> **WHAT YOU NEED TO DO**:
Return the records that follow, unchanged and complete.

Stored data:
--- START ---

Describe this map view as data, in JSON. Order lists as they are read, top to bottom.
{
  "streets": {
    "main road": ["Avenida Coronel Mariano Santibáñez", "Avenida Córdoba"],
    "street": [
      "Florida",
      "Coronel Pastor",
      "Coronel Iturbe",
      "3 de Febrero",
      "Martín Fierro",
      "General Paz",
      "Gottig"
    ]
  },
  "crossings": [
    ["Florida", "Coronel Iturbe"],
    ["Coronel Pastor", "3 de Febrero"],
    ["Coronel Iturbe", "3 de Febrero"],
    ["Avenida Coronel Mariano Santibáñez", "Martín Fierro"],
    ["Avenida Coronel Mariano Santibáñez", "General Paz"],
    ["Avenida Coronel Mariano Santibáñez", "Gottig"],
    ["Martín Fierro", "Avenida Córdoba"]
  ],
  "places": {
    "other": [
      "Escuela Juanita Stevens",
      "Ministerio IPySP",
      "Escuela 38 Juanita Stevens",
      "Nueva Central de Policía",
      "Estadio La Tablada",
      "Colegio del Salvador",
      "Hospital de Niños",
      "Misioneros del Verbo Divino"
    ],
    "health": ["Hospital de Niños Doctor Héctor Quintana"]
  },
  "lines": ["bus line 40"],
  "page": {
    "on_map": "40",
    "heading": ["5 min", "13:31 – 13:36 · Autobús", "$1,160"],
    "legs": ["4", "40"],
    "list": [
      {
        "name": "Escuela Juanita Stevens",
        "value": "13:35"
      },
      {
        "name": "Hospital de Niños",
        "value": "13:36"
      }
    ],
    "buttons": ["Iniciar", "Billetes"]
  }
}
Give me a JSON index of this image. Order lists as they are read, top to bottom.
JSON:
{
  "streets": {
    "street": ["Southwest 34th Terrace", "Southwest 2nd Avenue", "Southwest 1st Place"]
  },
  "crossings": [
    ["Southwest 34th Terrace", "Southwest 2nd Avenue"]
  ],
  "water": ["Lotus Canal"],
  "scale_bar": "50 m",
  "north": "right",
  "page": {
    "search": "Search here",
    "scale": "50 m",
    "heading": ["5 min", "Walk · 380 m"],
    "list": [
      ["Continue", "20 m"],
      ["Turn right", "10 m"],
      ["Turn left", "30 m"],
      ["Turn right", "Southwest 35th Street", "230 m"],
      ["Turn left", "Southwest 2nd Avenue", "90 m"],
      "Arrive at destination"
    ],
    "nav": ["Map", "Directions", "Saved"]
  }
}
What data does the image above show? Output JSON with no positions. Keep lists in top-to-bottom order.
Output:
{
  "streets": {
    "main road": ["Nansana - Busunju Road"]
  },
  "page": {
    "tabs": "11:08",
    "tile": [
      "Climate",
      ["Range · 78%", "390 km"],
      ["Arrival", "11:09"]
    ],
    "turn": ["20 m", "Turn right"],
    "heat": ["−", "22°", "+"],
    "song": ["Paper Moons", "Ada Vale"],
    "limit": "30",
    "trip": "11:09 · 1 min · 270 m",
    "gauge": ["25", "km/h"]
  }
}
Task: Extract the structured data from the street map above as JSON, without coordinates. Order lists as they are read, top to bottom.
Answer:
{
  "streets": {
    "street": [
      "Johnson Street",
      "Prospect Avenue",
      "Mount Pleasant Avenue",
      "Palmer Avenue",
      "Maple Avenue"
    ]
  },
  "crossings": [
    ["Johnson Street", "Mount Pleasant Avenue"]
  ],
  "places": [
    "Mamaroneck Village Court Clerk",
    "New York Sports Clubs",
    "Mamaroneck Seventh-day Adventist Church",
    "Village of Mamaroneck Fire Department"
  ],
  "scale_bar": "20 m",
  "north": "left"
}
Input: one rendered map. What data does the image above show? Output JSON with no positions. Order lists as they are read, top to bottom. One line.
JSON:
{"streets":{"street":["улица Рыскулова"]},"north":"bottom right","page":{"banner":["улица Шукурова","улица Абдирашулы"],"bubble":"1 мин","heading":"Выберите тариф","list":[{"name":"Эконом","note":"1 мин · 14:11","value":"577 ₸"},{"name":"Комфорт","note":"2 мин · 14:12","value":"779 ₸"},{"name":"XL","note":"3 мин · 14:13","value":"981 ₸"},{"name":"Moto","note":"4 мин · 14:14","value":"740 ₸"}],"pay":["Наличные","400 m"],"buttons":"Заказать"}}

--- END ---

> **EXERCISE OUTPUT**:
Describe this map view as data, in JSON. Order lists as they are read, top to bottom.
{
  "streets": {
    "main road": ["Avenida Coronel Mariano Santibáñez", "Avenida Córdoba"],
    "street": [
      "Florida",
      "Coronel Pastor",
      "Coronel Iturbe",
      "3 de Febrero",
      "Martín Fierro",
      "General Paz",
      "Gottig"
    ]
  },
  "crossings": [
    ["Florida", "Coronel Iturbe"],
    ["Coronel Pastor", "3 de Febrero"],
    ["Coronel Iturbe", "3 de Febrero"],
    ["Avenida Coronel Mariano Santibáñez", "Martín Fierro"],
    ["Avenida Coronel Mariano Santibáñez", "General Paz"],
    ["Avenida Coronel Mariano Santibáñez", "Gottig"],
    ["Martín Fierro", "Avenida Córdoba"]
  ],
  "places": {
    "other": [
      "Escuela Juanita Stevens",
      "Ministerio IPySP",
      "Escuela 38 Juanita Stevens",
      "Nueva Central de Policía",
      "Estadio La Tablada",
      "Colegio del Salvador",
      "Hospital de Niños",
      "Misioneros del Verbo Divino"
    ],
    "health": ["Hospital de Niños Doctor Héctor Quintana"]
  },
  "lines": ["bus line 40"],
  "page": {
    "on_map": "40",
    "heading": ["5 min", "13:31 – 13:36 · Autobús", "$1,160"],
    "legs": ["4", "40"],
    "list": [
      {
        "name": "Escuela Juanita Stevens",
        "value": "13:35"
      },
      {
        "name": "Hospital de Niños",
        "value": "13:36"
      }
    ],
    "buttons": ["Iniciar", "Billetes"]
  }
}
Give me a JSON index of this image. Order lists as they are read, top to bottom.
JSON:
{
  "streets": {
    "street": ["Southwest 34th Terrace", "Southwest 2nd Avenue", "Southwest 1st Place"]
  },
  "crossings": [
    ["Southwest 34th Terrace", "Southwest 2nd Avenue"]
  ],
  "water": ["Lotus Canal"],
  "scale_bar": "50 m",
  "north": "right",
  "page": {
    "search": "Search here",
    "scale": "50 m",
    "heading": ["5 min", "Walk · 380 m"],
    "list": [
      ["Continue", "20 m"],
      ["Turn right", "10 m"],
      ["Turn left", "30 m"],
      ["Turn right", "Southwest 35th Street", "230 m"],
      ["Turn left", "Southwest 2nd Avenue", "90 m"],
      "Arrive at destination"
    ],
    "nav": ["Map", "Directions", "Saved"]
  }
}
What data does the image above show? Output JSON with no positions. Keep lists in top-to-bottom order.
Output:
{
  "streets": {
    "main road": ["Nansana - Busunju Road"]
  },
  "page": {
    "tabs": "11:08",
    "tile": [
      "Climate",
      ["Range · 78%", "390 km"],
      ["Arrival", "11:09"]
    ],
    "turn": ["20 m", "Turn right"],
    "heat": ["−", "22°", "+"],
    "song": ["Paper Moons", "Ada Vale"],
    "limit": "30",
    "trip": "11:09 · 1 min · 270 m",
    "gauge": ["25", "km/h"]
  }
}
Task: Extract the structured data from the street map above as JSON, without coordinates. Order lists as they are read, top to bottom.
Answer:
{
  "streets": {
    "street": [
      "Johnson Street",
      "Prospect Avenue",
      "Mount Pleasant Avenue",
      "Palmer Avenue",
      "Maple Avenue"
    ]
  },
  "crossings": [
    ["Johnson Street", "Mount Pleasant Avenue"]
  ],
  "places": [
    "Mamaroneck Village Court Clerk",
    "New York Sports Clubs",
    "Mamaroneck Seventh-day Adventist Church",
    "Village of Mamaroneck Fire Department"
  ],
  "scale_bar": "20 m",
  "north": "left"
}
Input: one rendered map. What data does the image above show? Output JSON with no positions. Order lists as they are read, top to bottom. One line.
JSON:
{"streets":{"street":["улица Рыскулова"]},"north":"bottom right","page":{"banner":["улица Шукурова","улица Абдирашулы"],"bubble":"1 мин","heading":"Выберите тариф","list":[{"name":"Эконом","note":"1 мин · 14:11","value":"577 ₸"},{"name":"Комфорт","note":"2 мин · 14:12","value":"779 ₸"},{"name":"XL","note":"3 мин · 14:13","value":"981 ₸"},{"name":"Moto","note":"4 мин · 14:14","value":"740 ₸"}],"pay":["Наличные","400 m"],"buttons":"Заказать"}}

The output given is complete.